What is expected >>
Leave the images aside and output every entry exactly.

Data shown >>

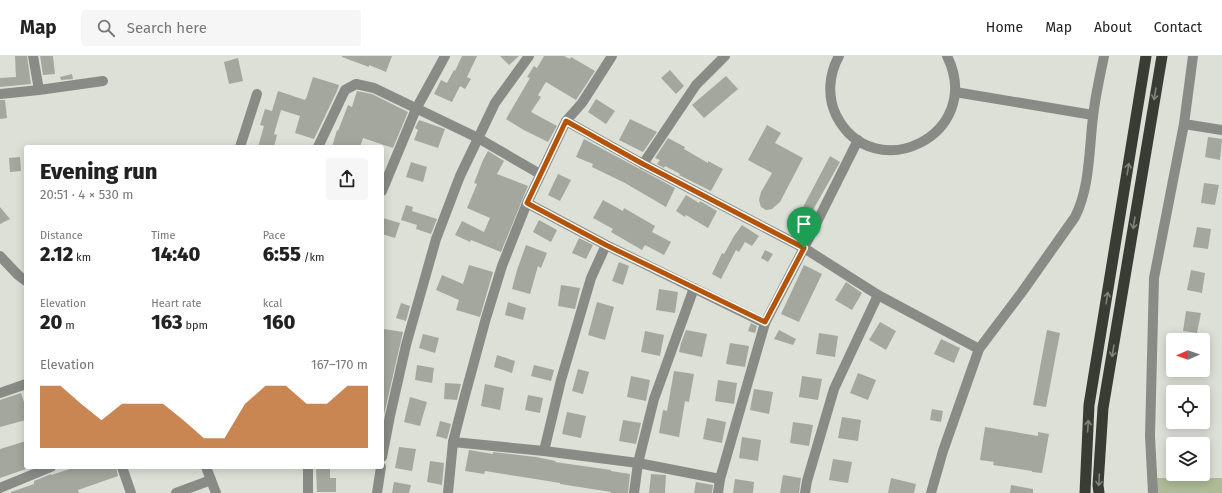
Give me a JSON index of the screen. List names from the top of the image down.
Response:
{
  "north": "left",
  "page": {
    "header": "Map",
    "search": "Search here",
    "nav": [
      "Home",
      "Map",
      "About",
      "Contact"
    ],
    "heading": ["Evening run", "20:51 · 4 × 530 m"],
    "stats": [
      ["Distance", "2.12 km"],
      ["Time", "14:40"],
      ["Pace", "6:55 /km"],
      ["Elevation", "20 m"],
      ["Heart rate", "163 bpm"],
      ["kcal", "160"]
    ],
    "chart": ["Elevation", "167–170 m"]
  }
}
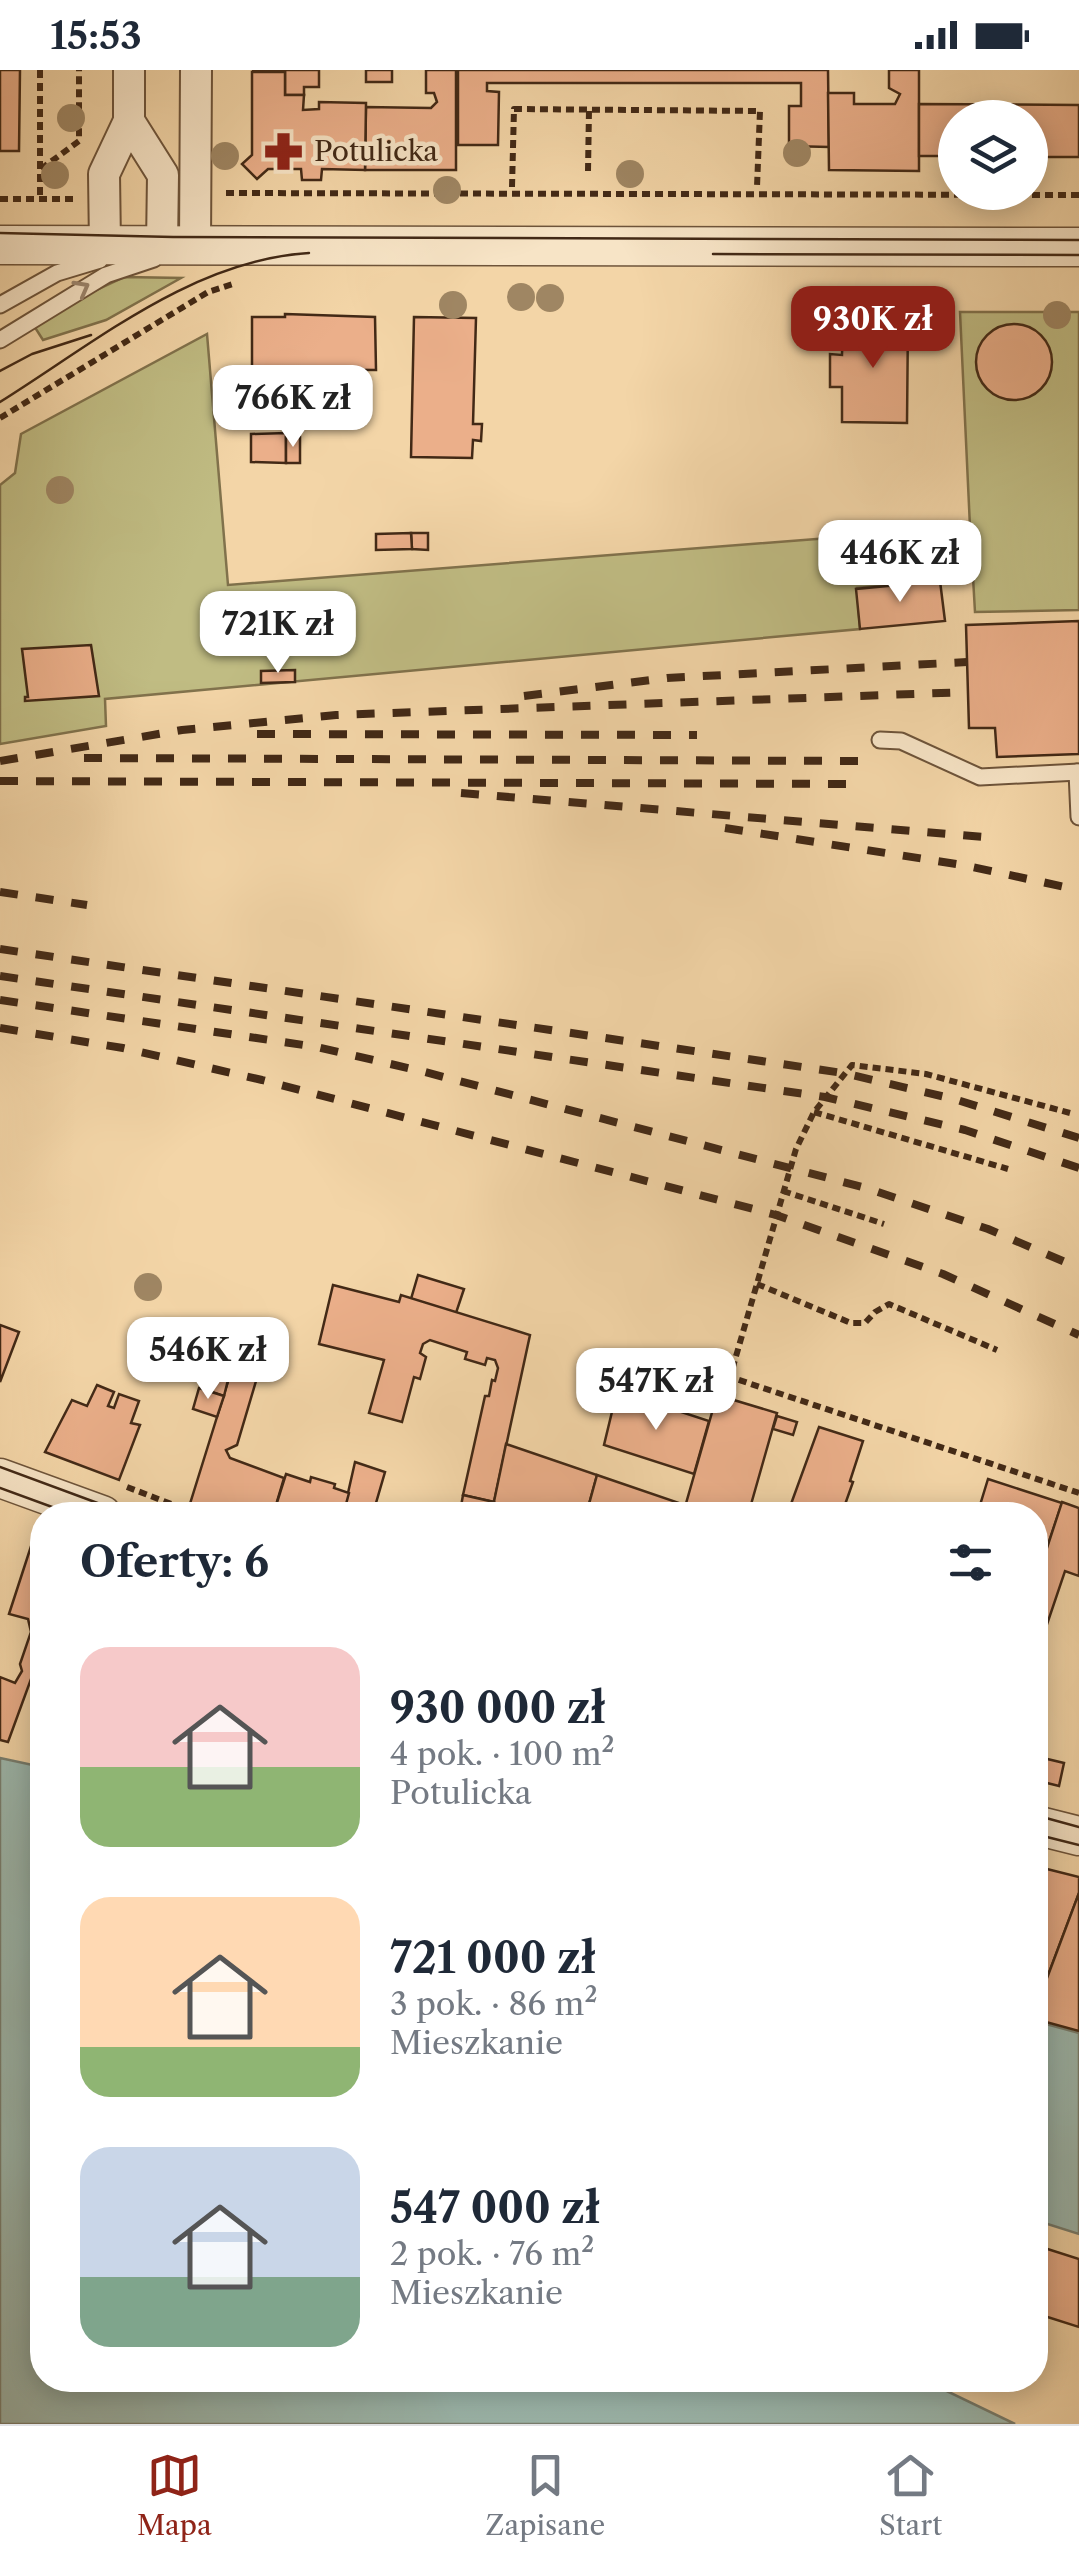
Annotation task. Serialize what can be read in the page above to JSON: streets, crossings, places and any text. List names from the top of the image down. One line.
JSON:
{"places":{"pharmacy":["Potulicka"]},"page":{"status":"15:53","price":["930K zł","766K zł","446K zł","721K zł","546K zł","547K zł"],"heading":"Oferty: 6","list":[{"name":"930 000 zł","note":"4 pok. · 100 m² · Potulicka"},{"name":"721 000 zł","note":"3 pok. · 86 m² · Mieszkanie"},{"name":"547 000 zł","note":"2 pok. · 76 m² · Mieszkanie"}],"tabs":["Mapa","Zapisane","Start"]}}
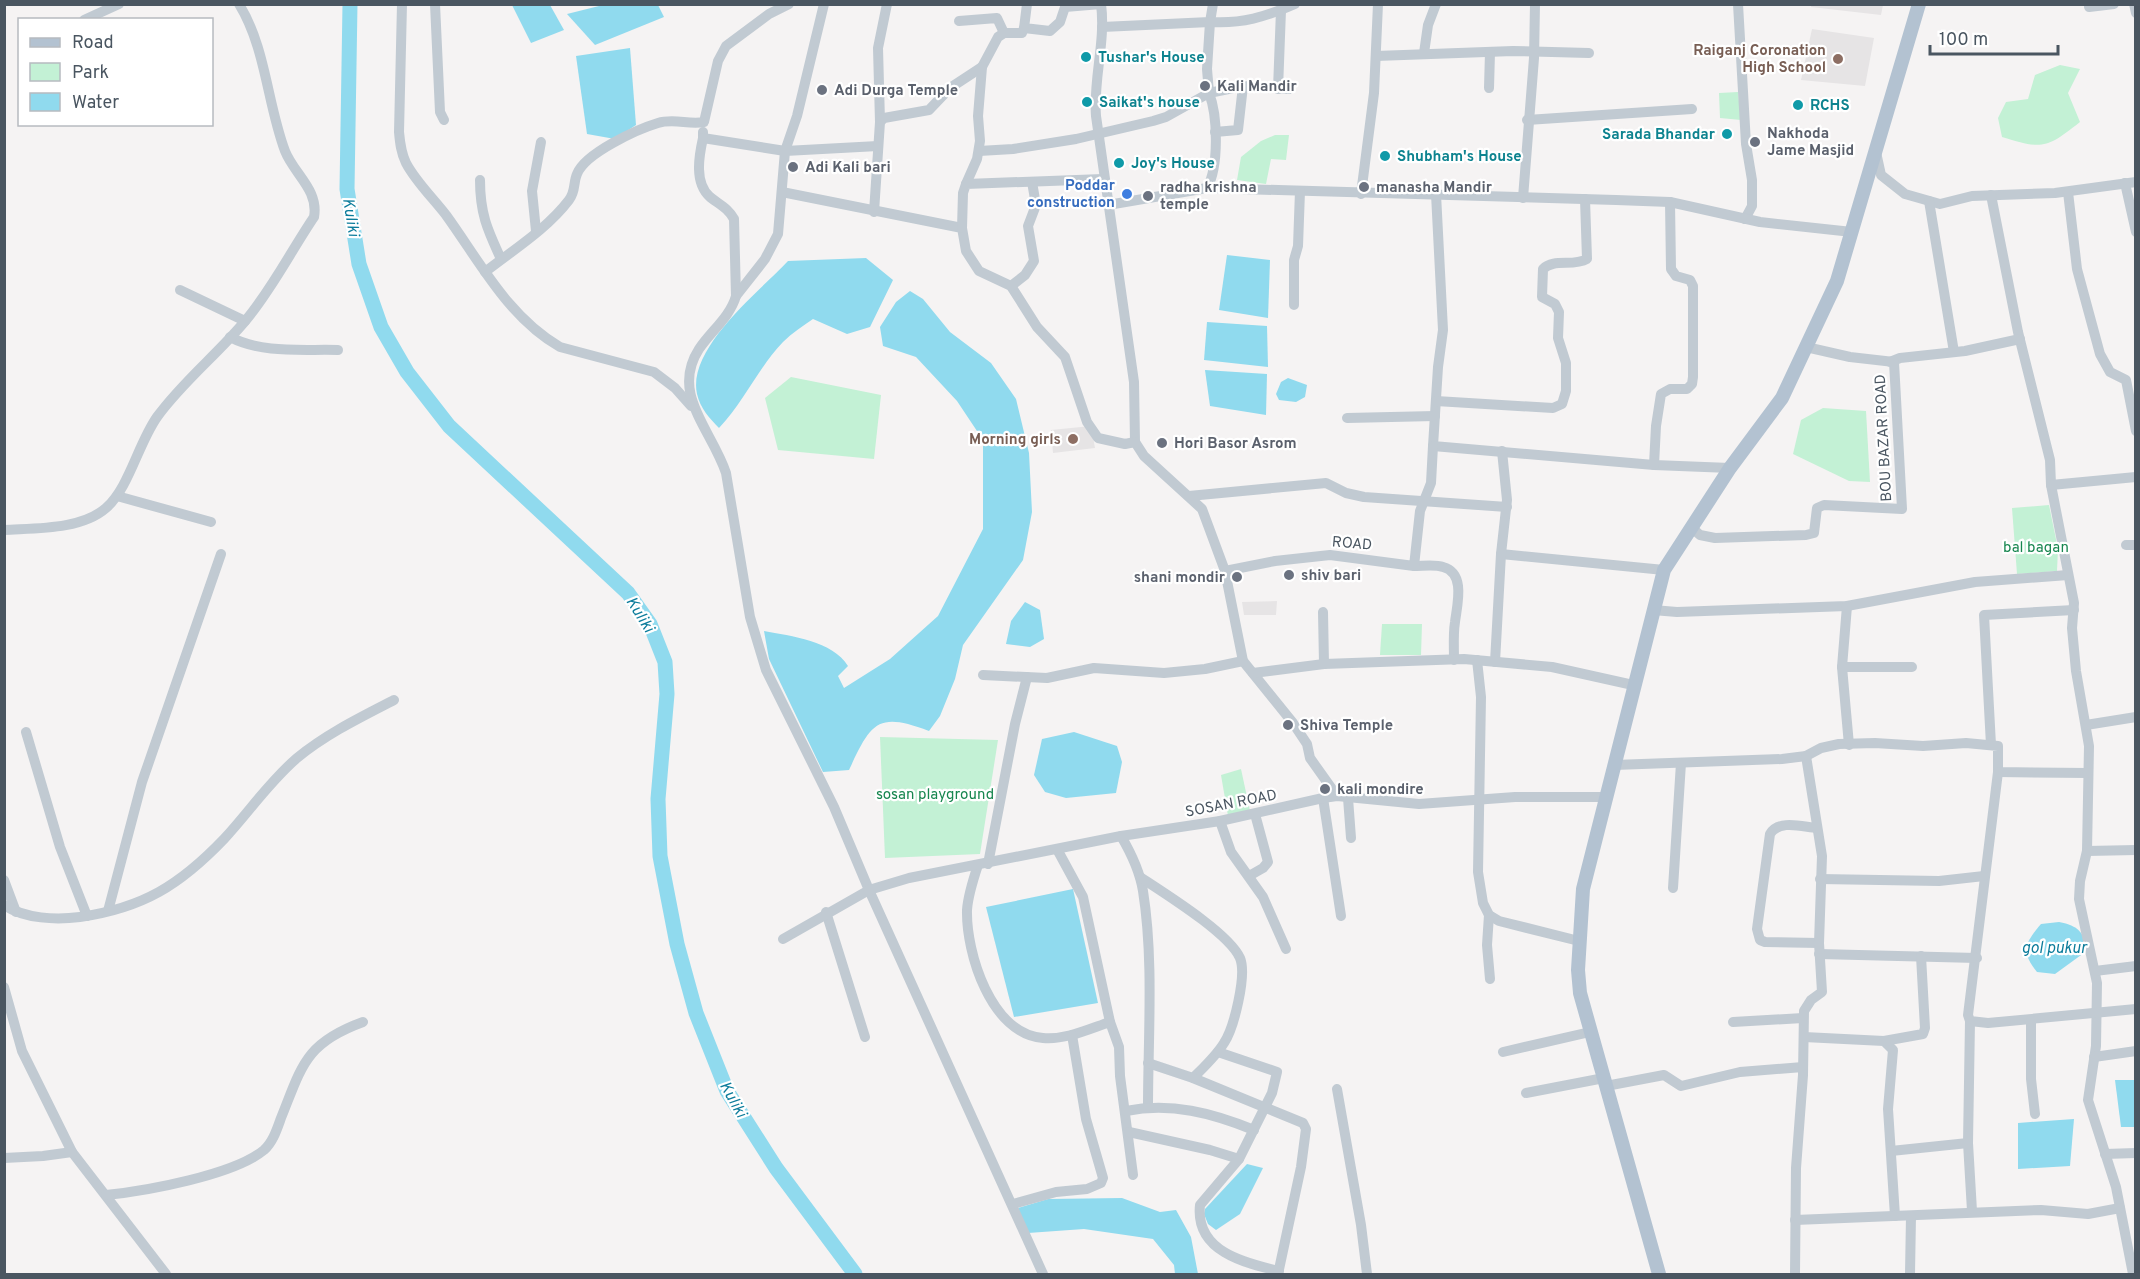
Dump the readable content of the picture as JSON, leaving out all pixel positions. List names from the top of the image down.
{
  "streets": {
    "street": ["BOU BAZAR ROAD", "ROAD", "SOSAN ROAD"]
  },
  "water": ["Kuliki", "gol pukur"],
  "parks": ["bal bagan", "sosan playground"],
  "places": [
    "Tushar's House",
    "Raiganj Coronation High School",
    "Kali Mandir",
    "Adi Durga Temple",
    "Saikat's house",
    "RCHS",
    "Sarada Bhandar",
    "Nakhoda Jame Masjid",
    "Shubham's House",
    "Joy's House",
    "Adi Kali bari",
    "manasha Mandir",
    "Poddar construction",
    "radha krishna temple",
    "Morning girls",
    "Hori Basor Asrom",
    "shiv bari",
    "shani mondir",
    "Shiva Temple",
    "kali mondire"
  ],
  "legend": ["Road", "Park", "Water"],
  "scale_bar": "100 m"
}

Output of the exercise >>
Give me a JSON index of the screen. List names from the top of the image down.
Response:
{
  "north": "left",
  "page": {
    "header": "Map",
    "search": "Search here",
    "nav": [
      "Home",
      "Map",
      "About",
      "Contact"
    ],
    "heading": ["Evening run", "20:51 · 4 × 530 m"],
    "stats": [
      ["Distance", "2.12 km"],
      ["Time", "14:40"],
      ["Pace", "6:55 /km"],
      ["Elevation", "20 m"],
      ["Heart rate", "163 bpm"],
      ["kcal", "160"]
    ],
    "chart": ["Elevation", "167–170 m"]
  }
}
Annotation task. Serialize what can be read in the page above to JSON: streets, crossings, places and any text. List names from the top of the image down. One line.
JSON:
{"places":{"pharmacy":["Potulicka"]},"page":{"status":"15:53","price":["930K zł","766K zł","446K zł","721K zł","546K zł","547K zł"],"heading":"Oferty: 6","list":[{"name":"930 000 zł","note":"4 pok. · 100 m² · Potulicka"},{"name":"721 000 zł","note":"3 pok. · 86 m² · Mieszkanie"},{"name":"547 000 zł","note":"2 pok. · 76 m² · Mieszkanie"}],"tabs":["Mapa","Zapisane","Start"]}}
Dump the readable content of the picture as JSON, leaving out all pixel positions. List names from the top of the image down.
{
  "streets": {
    "street": ["BOU BAZAR ROAD", "ROAD", "SOSAN ROAD"]
  },
  "water": ["Kuliki", "gol pukur"],
  "parks": ["bal bagan", "sosan playground"],
  "places": [
    "Tushar's House",
    "Raiganj Coronation High School",
    "Kali Mandir",
    "Adi Durga Temple",
    "Saikat's house",
    "RCHS",
    "Sarada Bhandar",
    "Nakhoda Jame Masjid",
    "Shubham's House",
    "Joy's House",
    "Adi Kali bari",
    "manasha Mandir",
    "Poddar construction",
    "radha krishna temple",
    "Morning girls",
    "Hori Basor Asrom",
    "shiv bari",
    "shani mondir",
    "Shiva Temple",
    "kali mondire"
  ],
  "legend": ["Road", "Park", "Water"],
  "scale_bar": "100 m"
}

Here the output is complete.